このページでは,交通事故等の事故被害者が,弁護士の活動により後遺障害等級認定を獲得し,金銭賠償の獲得や増額に成功した解決事例を紹介します。
【このページで分かること】
・実際に交通事故の金銭賠償を獲得した事件の内容
・後遺障害等級のポイント
・金額交渉・増額のポイント
・具体的な争点と解決内容
目次
事案の概要
被害者が,車道脇を自転車で直進走行し,信号のある十字路交差点を青信号に従って通過しようとしたところ,対向から右折で交差点に進入した単車と衝突する事故が発生しました。互いに渋滞する車列をすり抜けるように走行していたため,相互に相手の発見が遅れた,という事情がありました。
事故の結果,被害者は主に顔面を受傷し,額は数十針も縫うケガとなりました。1年以上に渡る通院治療を尽くしたものの,額に線状痕が残り,顔面の醜状障害として後遺障害12級の認定を受けました。
その後,相手保険から賠償額の提示を受け,金額の合理性や増額余地の有無などを確認するために弁護士への相談を希望されました。
法的問題点
①過失割合
保険会社の提示では,被害者の過失割合が10%とされていました。
被害者にも過失割合がある場合,過失割合の分だけ賠償額が減少することになるため,過失割合の数字が適切であるかどうかは十分な確認が必要となります。

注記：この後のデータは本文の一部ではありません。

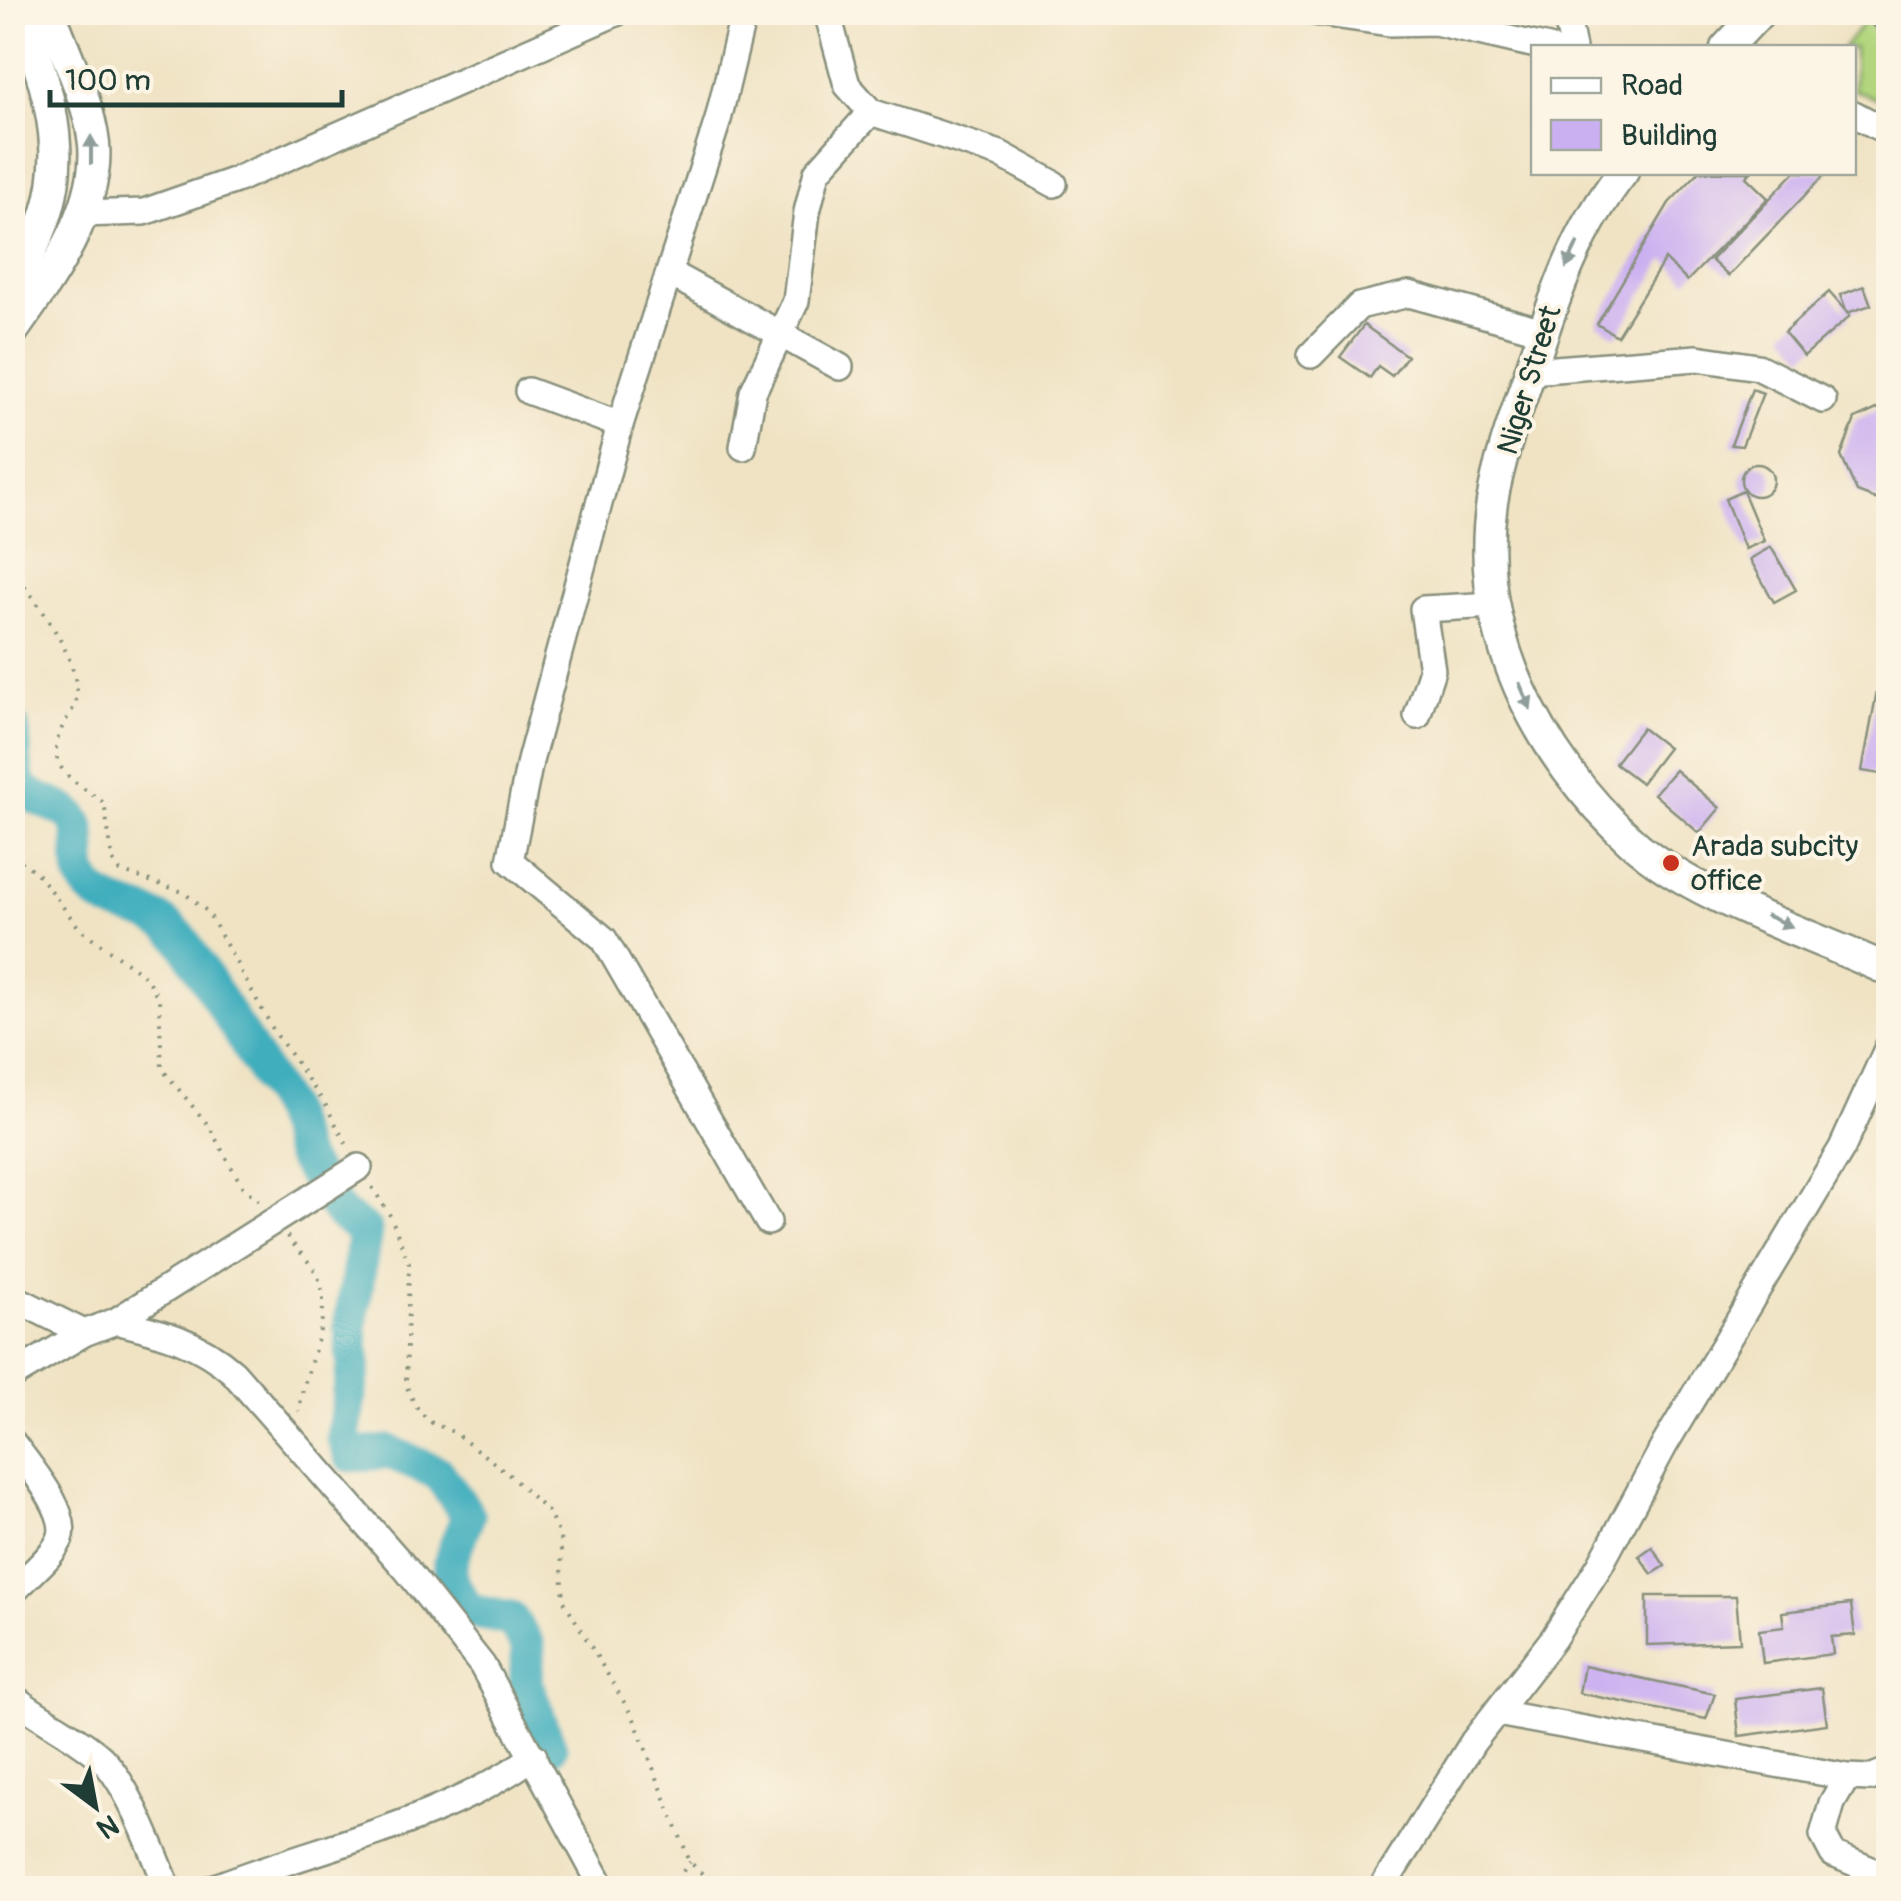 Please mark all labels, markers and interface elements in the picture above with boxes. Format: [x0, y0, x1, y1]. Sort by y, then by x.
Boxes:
scale bar [50, 45, 342, 107]
legend [1531, 45, 1856, 175]
text: 100 m [65, 62, 151, 99]
text: Road [1621, 67, 1683, 104]
text: Building [1621, 117, 1717, 154]
one-way arrow [83, 134, 99, 166]
one-way arrow [1564, 240, 1580, 270]
street label: Niger Street [1489, 300, 1570, 459]
one-way arrow [1517, 681, 1533, 711]
place label: Arada subcity office [1691, 828, 1859, 899]
marker: Arada subcity office [1660, 852, 1682, 874]
one-way arrow [1764, 913, 1794, 929]
north arrow [45, 1756, 145, 1856]
text: N [90, 1806, 125, 1846]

この点,信号のある交差点で,双方ともに青信号に従っていた場合,直進自転車と対向右折車(四輪車・単車とも含む)の間で発生した交通事故では,基本過失割合が10:90とされています(【249】図)。
「別冊判例タイムズ38号」より引用
そのため,実際の事故態様が上図と同様であり,過失割合を修正すべき事情がなければ,被害者の過失を10%とする解決が合理的と思われます。

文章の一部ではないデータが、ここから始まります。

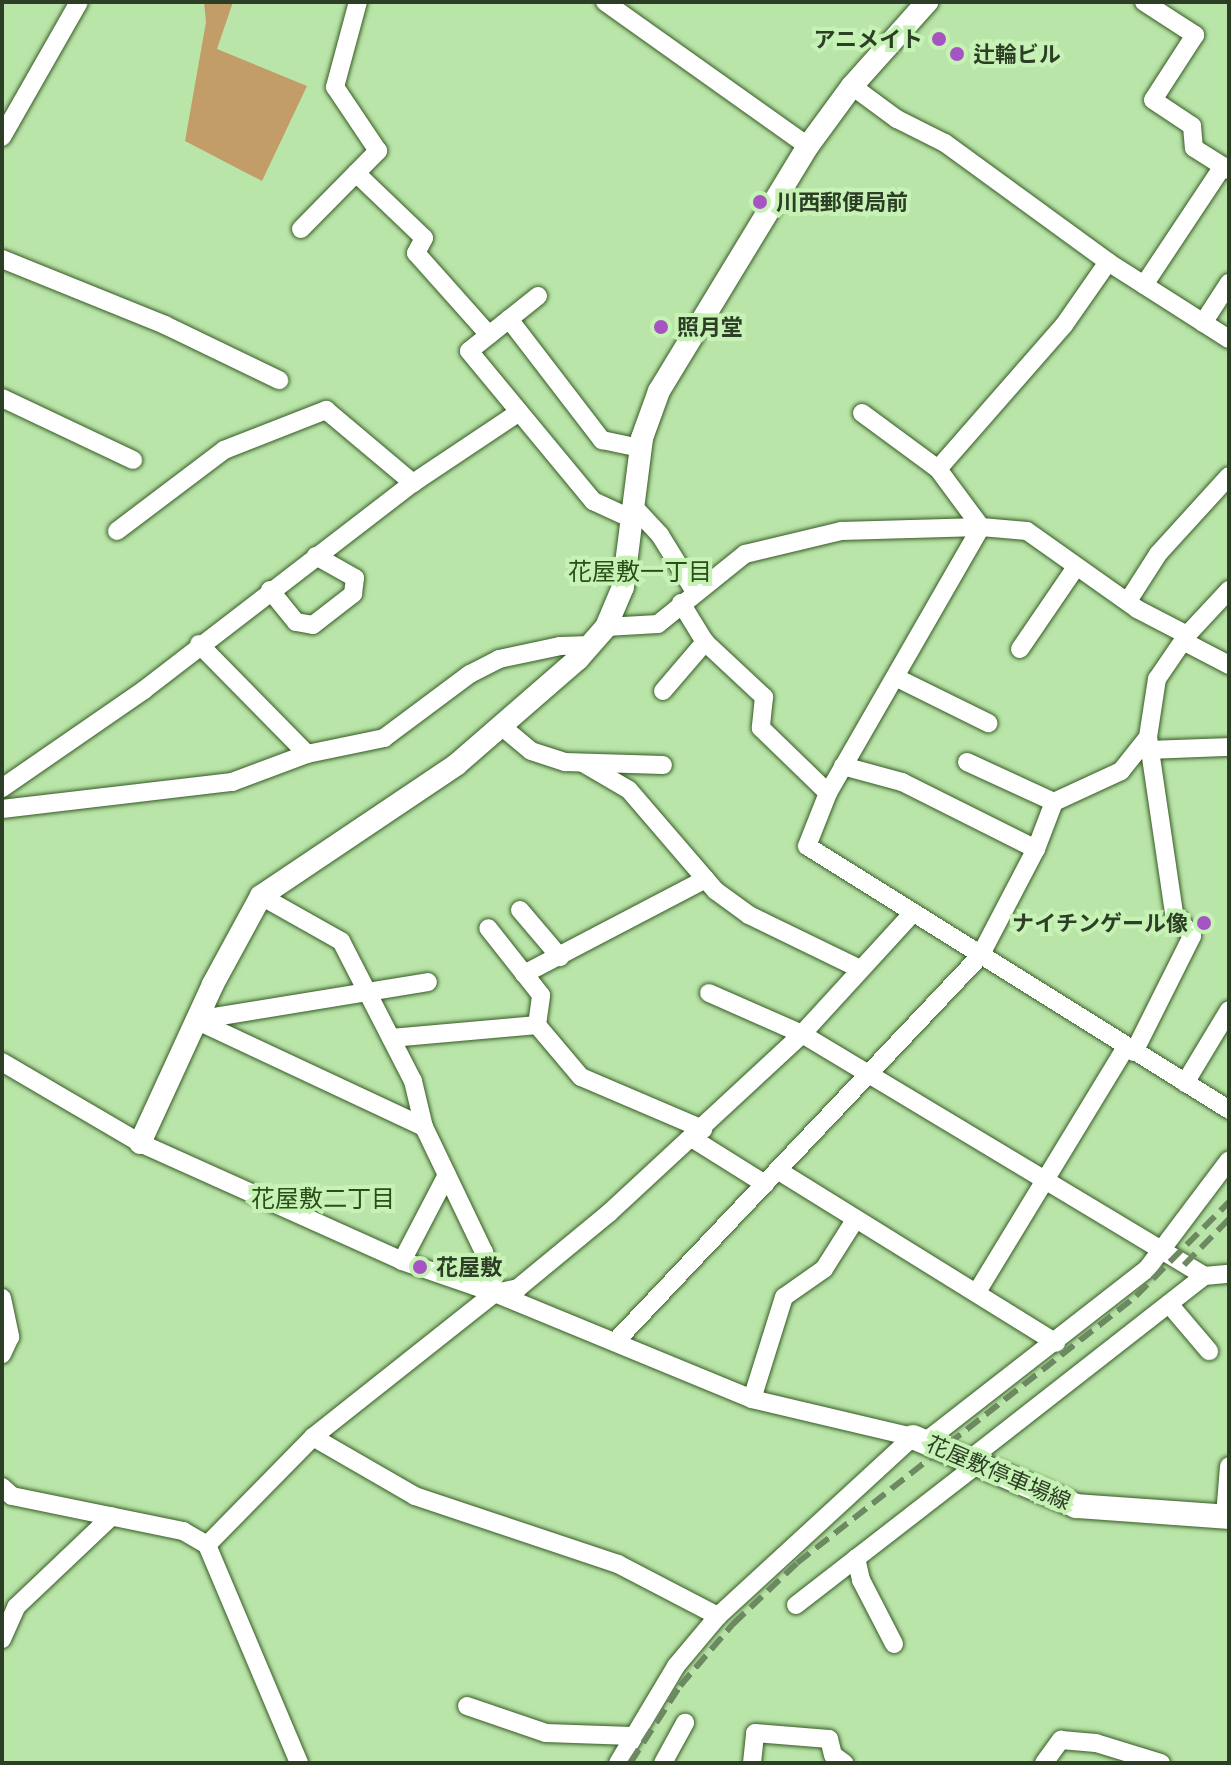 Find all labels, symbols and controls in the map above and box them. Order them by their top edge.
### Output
place label: アニメイト [813,26,923,52]
marker: アニメイト [930,30,948,48]
place label: 辻輪ビル [973,41,1061,67]
marker: 辻輪ビル [948,45,966,63]
place label: 川西郵便局前 [776,189,908,215]
marker: 川西郵便局前 [751,193,769,211]
place label: 照月堂 [677,314,743,340]
marker: 照月堂 [652,318,670,336]
district label: 花屋敷一丁目 [568,557,712,585]
place label: ナイチンゲール像 [1012,910,1188,936]
marker: ナイチンゲール像 [1195,914,1213,932]
district label: 花屋敷二丁目 [251,1184,395,1212]
place label: 花屋敷 [436,1254,502,1280]
marker: 花屋敷 [411,1258,429,1276]
street label: 花屋敷停車場線 [923,1430,1075,1514]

ただし,信号のある交差点での対向車間の事故においては,信号表示が問題になり得ることに注意が必要です。互いが交差点に入った時の信号表示が本当に青信号であったか,進入後に信号が変わっていないか,という事情によって,過失割合が変動する可能性も低くはないためです。
②傷害慰謝料
交通事故では,入通院期間に応じた傷害慰謝料という慰謝料が発生します。これは,入院や通院を強いられたことの精神的負担や,治療を要するようなケガを負った苦痛への金銭賠償という性質のものです。

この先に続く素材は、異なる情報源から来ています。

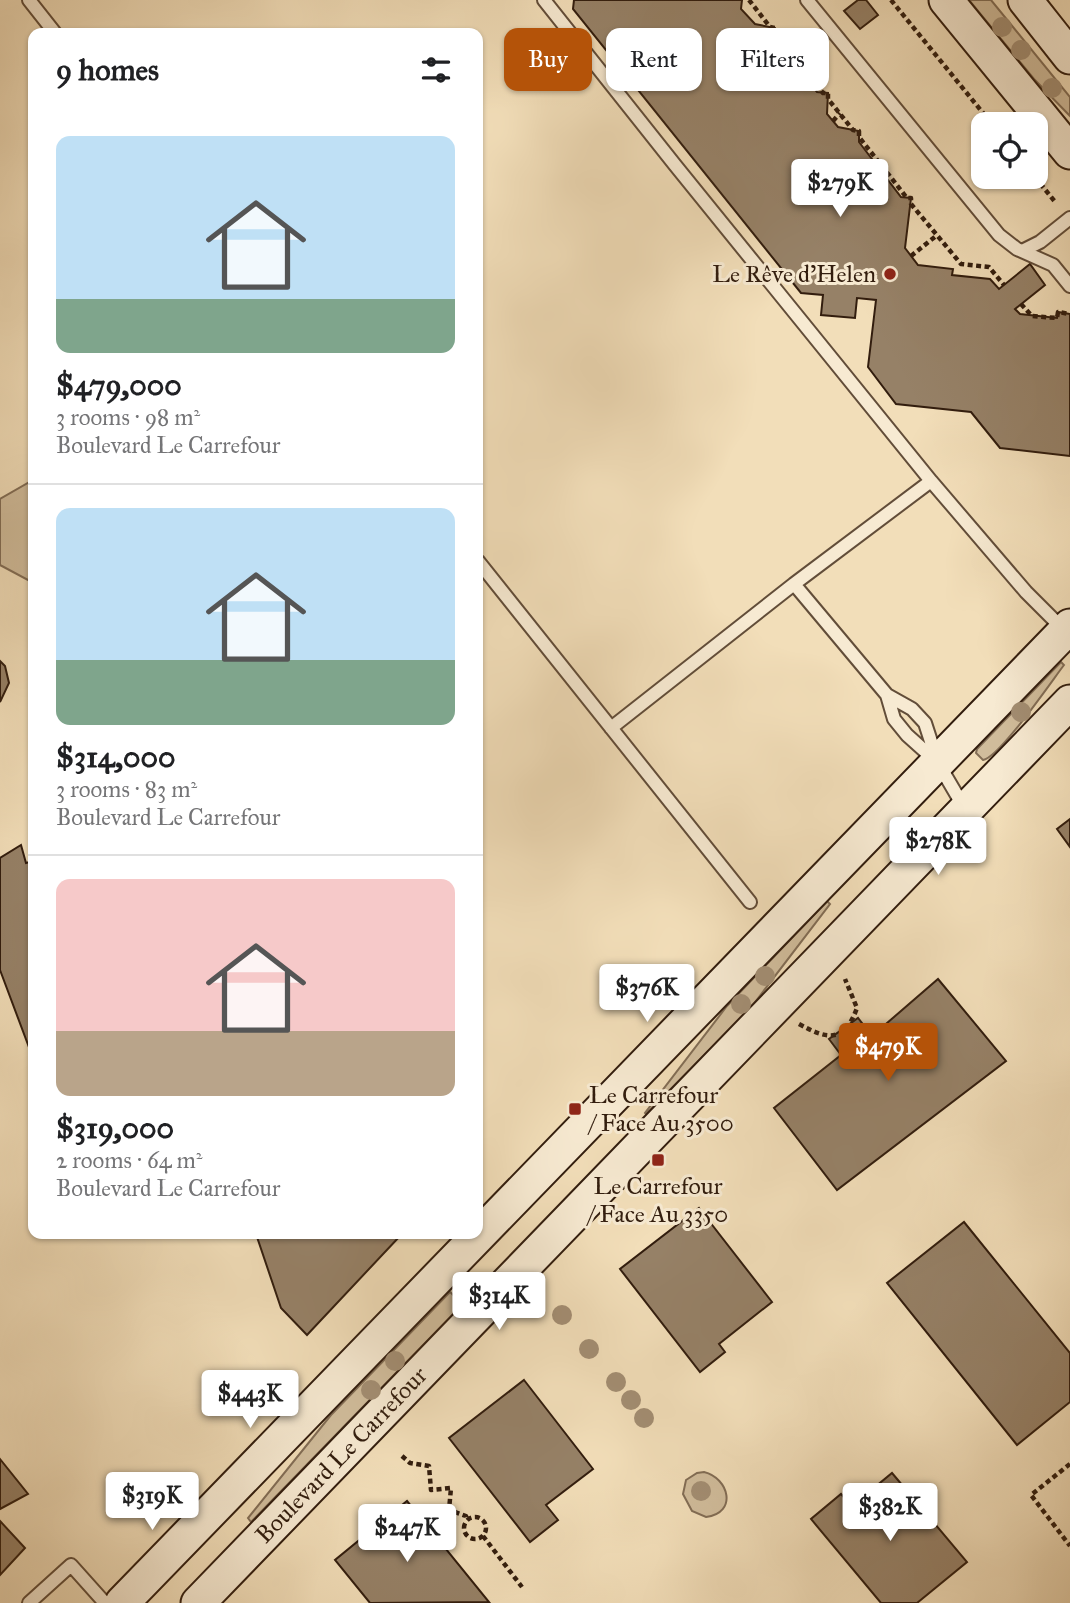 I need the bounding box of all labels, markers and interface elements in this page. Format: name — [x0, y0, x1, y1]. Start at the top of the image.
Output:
chip: Buy — [504, 28, 592, 91]
chip: Rent — [606, 28, 702, 91]
chip: Filters — [716, 28, 829, 91]
icon: filters — [417, 51, 455, 89]
text: 9 homes — [56, 52, 159, 88]
map controls — [971, 112, 1048, 189]
button: locate — [971, 112, 1048, 189]
pin: $279K — [791, 160, 889, 219]
text: $279K — [807, 168, 873, 196]
icon: home — [193, 182, 319, 308]
place label: Le Rêve d'Helen — [712, 259, 876, 289]
marker: Le Rêve d'Helen — [882, 266, 898, 282]
text: $479,000 — [56, 367, 182, 403]
text: 3 rooms · 98 m² — [56, 403, 200, 431]
text: Boulevard Le Carrefour — [56, 431, 280, 459]
icon: home — [193, 554, 319, 680]
text: $314,000 — [56, 739, 175, 775]
text: 3 rooms · 83 m² — [56, 775, 197, 803]
text: Boulevard Le Carrefour — [56, 803, 280, 831]
pin: $278K — [889, 818, 987, 877]
text: $278K — [905, 826, 971, 854]
icon: home — [193, 925, 319, 1051]
pin: $376K — [598, 964, 696, 1024]
text: $376K — [615, 973, 679, 1001]
pin: $479K — [839, 1024, 937, 1083]
text: $479K — [855, 1032, 921, 1060]
place label: Le Carrefour / Face Au 3500 — [587, 1080, 734, 1138]
marker: Le Carrefour / Face Au 3500 — [567, 1101, 583, 1117]
text: $319,000 — [56, 1110, 174, 1146]
text: 2 rooms · 64 m² — [56, 1146, 202, 1174]
marker: Le Carrefour / Face Au 3350 — [650, 1152, 666, 1168]
place label: Le Carrefour / Face Au 3350 — [586, 1171, 728, 1229]
text: Boulevard Le Carrefour — [56, 1174, 280, 1202]
pin: $314K — [450, 1272, 548, 1332]
text: $314K — [468, 1281, 530, 1309]
street label: Boulevard Le Carrefour — [249, 1360, 433, 1550]
pin: $443K — [201, 1370, 299, 1430]
text: $443K — [218, 1379, 282, 1407]
pin: $319K — [103, 1472, 201, 1532]
text: $319K — [122, 1481, 182, 1509]
pin: $382K — [841, 1484, 939, 1543]
text: $382K — [859, 1492, 921, 1520]
pin: $247K — [358, 1504, 456, 1564]
text: $247K — [374, 1513, 440, 1541]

そのため,傷害慰謝料の金額は,ケガが大きいほど高額になり,治療期間が長期に渡る方が高額になることが一般的です。
本件における被害者の通院期間は,1年を超えるものでした。その期間や後遺障害が残るほどの受傷であったことを踏まえると,慰謝料は決して低く見積もられるべきではないと考えられます。
しかし,相手保険の金額提示では,傷害慰謝料が35万円とされていました。これは,1年を超える通院を要したケースとしては非常に低額と言わざるを得ないものでした。しかも,35万円という提示に特段の理由は見受けられず,漫然と低額の提示をしているようでした。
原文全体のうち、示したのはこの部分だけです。